The sequence and annotation of the TW20 genome have been deposited in the EMBL database under the accession numbers FN433596, FN433597, and FN433598."
Staphylococcus aureus subsp. aureus TW20, taxid:663951, accession:FN433596.1 Plasmid (large): FN433597.1; Plasmid (small): FN433598.1
In a BLAST against TW20 (accession FN433596.1) 1/3/4/5 are exact matches. sq2 has 1 mismatch. No 16S hits to the plasmids. TW20 is listed as having 5 copies of the 16S rRNA gene: https://rrndb.umms.med.umich.edu/genomes/GCF_000027045.1
In summary, these sequences look like they come from TW20, or a very close relative (w/ one rrn gene changed).
In the Genome Announcement of S. aureus M1, https://doi.org/10.1128/genomeA.00336-13:
The [M1] genome data have been deposited in GenBank with accession number HF937103 for the chromosome and HF937104 for the plasmid."
In a BLAST againt M1 (accession HF937103) 1 is an exact match, none of the others are. Also, only one rrn gene is found in the reference.
Let us consider what we think are the true sequences, and plot their mismatches against sq1 (i.e. the M1 reference gene) and see if we can recapitulate Fig 2C.
Collect the mismatches between each sequence and the most abundant sequence.
sq <- dd$sequence[2:5]
ref <- dd$sequence[[1]]
get_subs <- function(query, ref) {
al <- nwalign(query, ref)
subs <- dada2:::strdiff(al[[1]], al[[2]])
colnames(subs) <- c("pos", "sub", "ref")
subs$abund <- dd$denoised[query]
subs
}
subdf <- do.call(rbind, lapply(sq, get_subs, ref=ref))

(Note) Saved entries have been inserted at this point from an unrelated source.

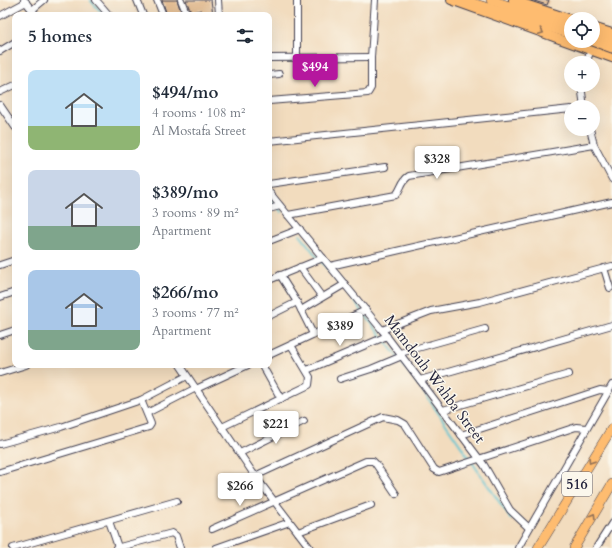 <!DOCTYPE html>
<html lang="en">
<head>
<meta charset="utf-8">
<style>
  :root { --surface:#fff; --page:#f6f6f7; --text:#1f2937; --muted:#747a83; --accent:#b5179e }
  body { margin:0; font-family:Cardo,serif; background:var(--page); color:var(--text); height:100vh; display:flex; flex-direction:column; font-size:15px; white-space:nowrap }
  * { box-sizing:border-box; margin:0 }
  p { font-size:13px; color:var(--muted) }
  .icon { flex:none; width:22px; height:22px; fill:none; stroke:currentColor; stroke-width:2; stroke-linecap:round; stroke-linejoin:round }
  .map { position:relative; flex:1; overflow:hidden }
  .drawer { position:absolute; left:12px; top:12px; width:260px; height:356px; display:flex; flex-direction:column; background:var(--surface); border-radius:8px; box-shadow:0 4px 16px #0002 }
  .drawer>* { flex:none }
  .buttons { position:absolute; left:564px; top:12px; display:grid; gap:8px }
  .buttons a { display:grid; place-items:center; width:36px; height:36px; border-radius:50%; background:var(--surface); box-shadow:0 4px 16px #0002; font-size:20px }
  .price { position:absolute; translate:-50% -34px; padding:0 9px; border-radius:4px; background:#fff; color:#222; font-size:13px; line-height:26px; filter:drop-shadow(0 1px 2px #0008) }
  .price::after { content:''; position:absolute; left:50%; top:24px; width:12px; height:9px; margin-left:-6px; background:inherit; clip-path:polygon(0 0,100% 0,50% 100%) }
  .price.on { background:var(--accent); color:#fff }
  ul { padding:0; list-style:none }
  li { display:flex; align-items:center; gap:12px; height:100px; padding:0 16px }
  li span { display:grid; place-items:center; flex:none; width:112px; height:80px; border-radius:8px; color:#555 }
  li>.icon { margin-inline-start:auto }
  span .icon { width:48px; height:48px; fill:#fffc; stroke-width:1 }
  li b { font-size:17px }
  h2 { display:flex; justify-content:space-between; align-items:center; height:48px; padding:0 16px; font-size:17px }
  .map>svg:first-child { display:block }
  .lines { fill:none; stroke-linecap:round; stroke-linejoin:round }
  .stream { stroke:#59c4d3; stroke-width:2 }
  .building { fill:#dcac79 }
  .minor-casing { stroke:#413e4f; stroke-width:8 }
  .major-casing { stroke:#413e4f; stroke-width:10 }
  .highway-casing { stroke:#413e4f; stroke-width:10 }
  .minor { stroke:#fff; stroke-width:6 }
  .major { stroke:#febc70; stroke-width:8 }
  .highway { stroke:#febc70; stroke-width:9 }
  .oneway { stroke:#906f56 }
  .labels { text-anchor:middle; stroke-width:3; stroke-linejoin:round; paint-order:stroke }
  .shield { fill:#fbf7ec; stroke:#636270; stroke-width:1 }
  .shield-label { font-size:14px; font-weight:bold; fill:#22223b }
  .street-label { font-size:15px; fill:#22223b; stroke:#fbf7ec }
</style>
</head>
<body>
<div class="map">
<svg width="612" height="548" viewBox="0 0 612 548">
  <rect width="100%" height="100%" fill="#fbf7ec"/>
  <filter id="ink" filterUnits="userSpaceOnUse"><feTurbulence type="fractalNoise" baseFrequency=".025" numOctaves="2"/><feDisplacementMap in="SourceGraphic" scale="8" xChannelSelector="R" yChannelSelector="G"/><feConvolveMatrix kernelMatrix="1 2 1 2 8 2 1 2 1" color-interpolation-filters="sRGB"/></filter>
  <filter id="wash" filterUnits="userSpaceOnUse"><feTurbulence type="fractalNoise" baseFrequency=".012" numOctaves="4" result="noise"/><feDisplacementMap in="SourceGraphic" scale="16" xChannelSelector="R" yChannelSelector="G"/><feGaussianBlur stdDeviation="0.9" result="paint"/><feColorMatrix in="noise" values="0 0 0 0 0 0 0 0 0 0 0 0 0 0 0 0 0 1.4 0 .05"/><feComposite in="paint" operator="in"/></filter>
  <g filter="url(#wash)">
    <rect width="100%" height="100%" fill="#f2dcbe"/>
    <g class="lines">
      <g class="stream">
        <path d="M90 0 104 15"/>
        <path d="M269 198 282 212"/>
        <path d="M300 235 318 258"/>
        <path d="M321 261 341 285"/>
        <path d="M353 299 421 388 511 519"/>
      </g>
    </g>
    <g id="blocks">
      <g class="building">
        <path d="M162 0H177L182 15H167Z"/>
        <path d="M186 0H211L213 15H202L201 10 191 12Z"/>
        <path d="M531 0H549L547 5Z"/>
      </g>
    </g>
  </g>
  <g filter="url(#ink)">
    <use href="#blocks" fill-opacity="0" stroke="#413e4f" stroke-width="1"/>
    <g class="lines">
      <g class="minor-casing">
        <g id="minor">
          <path d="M24 0 36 15"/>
          <path d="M96 0 109 15"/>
          <path d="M137 0 143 15"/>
          <path d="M157 0 163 15"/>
          <path d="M181 0 187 15"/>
          <path d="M218 0 219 15"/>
          <path d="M297 0V57"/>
          <path d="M32 10 44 0"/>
          <path d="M0 16 26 2"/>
          <path d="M0 51 15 42"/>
          <path d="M269 58 371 57"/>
          <path d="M586 63 591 50"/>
          <path d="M269 75 279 74"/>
          <path d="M581 85 584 107"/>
          <path d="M0 92 15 85"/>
          <path d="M269 101 368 93 371 88V57L375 0"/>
          <path d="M0 105 15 127"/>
          <path d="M590 129 594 145 612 179"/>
          <path d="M269 141 571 109"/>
          <path d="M269 184 385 167"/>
          <path d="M269 192 382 330 484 465 510 510 529 528"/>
          <path d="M269 209 280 206"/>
          <path d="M288 215 396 195C402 188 401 181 409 176L594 145"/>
          <path d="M269 241 300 229"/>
          <path d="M0 265 15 260"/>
          <path d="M330 266 612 202"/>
          <path d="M300 267 322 297"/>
          <path d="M604 268 610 288"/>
          <path d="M280 275 297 302 313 334"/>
          <path d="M269 280 323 258"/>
          <path d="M0 297 15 292"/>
          <path d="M301 310 345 284"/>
          <path d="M269 316 297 302"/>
          <path d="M382 330 431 311 480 302 612 266"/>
          <path d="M0 335 15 330"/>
          <path d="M400 353 485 329"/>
          <path d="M269 355 366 310"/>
          <path d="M180 365 255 476 310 548"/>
          <path d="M262 365 281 399"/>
          <path d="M307 370 387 336"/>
          <path d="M0 373 26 365"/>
          <path d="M340 379 371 369 402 356"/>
          <path d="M420 380 612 325"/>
          <path d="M196 389 248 365"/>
          <path d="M443 410 569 374"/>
          <path d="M147 413 196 388"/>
          <path d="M222 427 309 385 310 377 291 345"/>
          <path d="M461 435 600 390 608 391"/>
          <path d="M0 444 61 427 141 400 187 376"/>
          <path d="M240 453 304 421"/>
          <path d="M0 472 149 427 151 424 141 400"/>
          <path d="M255 476 383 417 398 420 405 424 434 469 439 472 576 427 586 428"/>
          <path d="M109 521 118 547"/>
          <path d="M212 529 366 461H373L375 463 396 494"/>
          <path d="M298 532 371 505"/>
          <path d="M13 548 177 501"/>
          <path d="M116 548 172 533 176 536 180 548"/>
          <path d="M216 548 290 522"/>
          <path d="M518 548 612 385"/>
          <path d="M596 548 612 523"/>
        </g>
      </g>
      <g class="major-casing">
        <g id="major">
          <path d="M451 0 612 58"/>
          <path d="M513 0 571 19"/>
          <path d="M593 27 612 33"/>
        </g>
      </g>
      <g class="highway-casing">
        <g id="highway">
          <path d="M463 0 571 34"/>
          <path d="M491 0 571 27"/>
          <path d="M593 34 612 40"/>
          <path d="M593 41 612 48"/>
          <path d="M538 548 612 428"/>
          <path d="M574 548 612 484"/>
        </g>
      </g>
      <use href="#minor" class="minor"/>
      <use href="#major" class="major"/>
      <use href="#highway" class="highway"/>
    </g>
    <defs><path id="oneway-chevron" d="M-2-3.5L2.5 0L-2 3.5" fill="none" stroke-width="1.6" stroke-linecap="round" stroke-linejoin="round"/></defs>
    <g class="oneway">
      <use href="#oneway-chevron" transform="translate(541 32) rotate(20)"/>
      <use href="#oneway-chevron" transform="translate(591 461) rotate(122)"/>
      <use href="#oneway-chevron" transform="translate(593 516) rotate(-59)"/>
    </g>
  </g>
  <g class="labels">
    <rect class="shield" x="562" y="472" width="30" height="24" rx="3"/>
    <g class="shield-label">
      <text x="577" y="489">516</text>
    </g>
    <g class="street-label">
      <text transform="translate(435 379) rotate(53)" y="5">Mamdouh Wahba Street</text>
    </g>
  </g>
</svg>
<div class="buttons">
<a><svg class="icon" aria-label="locate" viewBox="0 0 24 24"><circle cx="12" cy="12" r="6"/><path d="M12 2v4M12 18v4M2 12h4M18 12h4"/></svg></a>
<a>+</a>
<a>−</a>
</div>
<b class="price on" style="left:315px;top:88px">$494</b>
<b class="price" style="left:437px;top:180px">$328</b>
<b class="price" style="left:340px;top:347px">$389</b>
<b class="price" style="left:276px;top:445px">$221</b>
<b class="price" style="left:240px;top:507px">$266</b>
<section class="drawer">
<h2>5 homes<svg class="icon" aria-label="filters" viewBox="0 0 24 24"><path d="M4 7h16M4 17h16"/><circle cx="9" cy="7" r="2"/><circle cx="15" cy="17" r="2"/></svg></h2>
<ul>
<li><span style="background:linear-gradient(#bfe0f5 70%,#8fb573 0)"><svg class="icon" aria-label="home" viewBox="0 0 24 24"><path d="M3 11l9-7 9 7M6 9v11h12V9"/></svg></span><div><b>$494/mo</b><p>4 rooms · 108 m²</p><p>Al Mostafa Street</p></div></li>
<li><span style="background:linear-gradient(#c9d6e8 70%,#7fa58c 0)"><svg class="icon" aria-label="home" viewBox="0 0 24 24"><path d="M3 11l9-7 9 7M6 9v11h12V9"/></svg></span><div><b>$389/mo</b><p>3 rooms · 89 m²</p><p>Apartment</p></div></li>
<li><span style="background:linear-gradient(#a9c7e8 75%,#7fa58c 0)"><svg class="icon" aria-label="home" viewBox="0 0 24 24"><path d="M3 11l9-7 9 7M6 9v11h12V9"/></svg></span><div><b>$266/mo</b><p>3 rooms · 77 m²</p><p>Apartment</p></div></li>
</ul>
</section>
</div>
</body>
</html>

Plot a version of Figure 2C based on the intra-ASV mismatches.
tot.nt <- sum(nchar(dd$sequence) * dd$clustering$abundance)
ggplot(data=subdf, aes(x=pos, y=abund/tot.nt)) + geom_point(color="blue", shape="square", size=2) +
scale_y_log10(limits=c(0.00001,1), breaks=4^c(-7, -6, -5, -4, -3, -2, -1, 0),
labels=c("0.000061", "0.000244", "0.000977", "0.003906", "0.015625", "0.0625", "0.25", "1")) +
scale_x_continuous(limits=c(0, 1500), breaks=c(0, 300, 600, 900, 1200, 1500)) +
theme(panel.grid=element_blank(), panel.background=element_rect(fill="black")) +
ylab("Sequence error rate") + xlab("Base pair position in 16S gene")
Yep, that’s the same plot (modulo the edge effect sub peak at ~1500, and the deletions). The non-random substitution hotspots at certain positions are just due to the incomplete reference genome with just 1 rrn operon.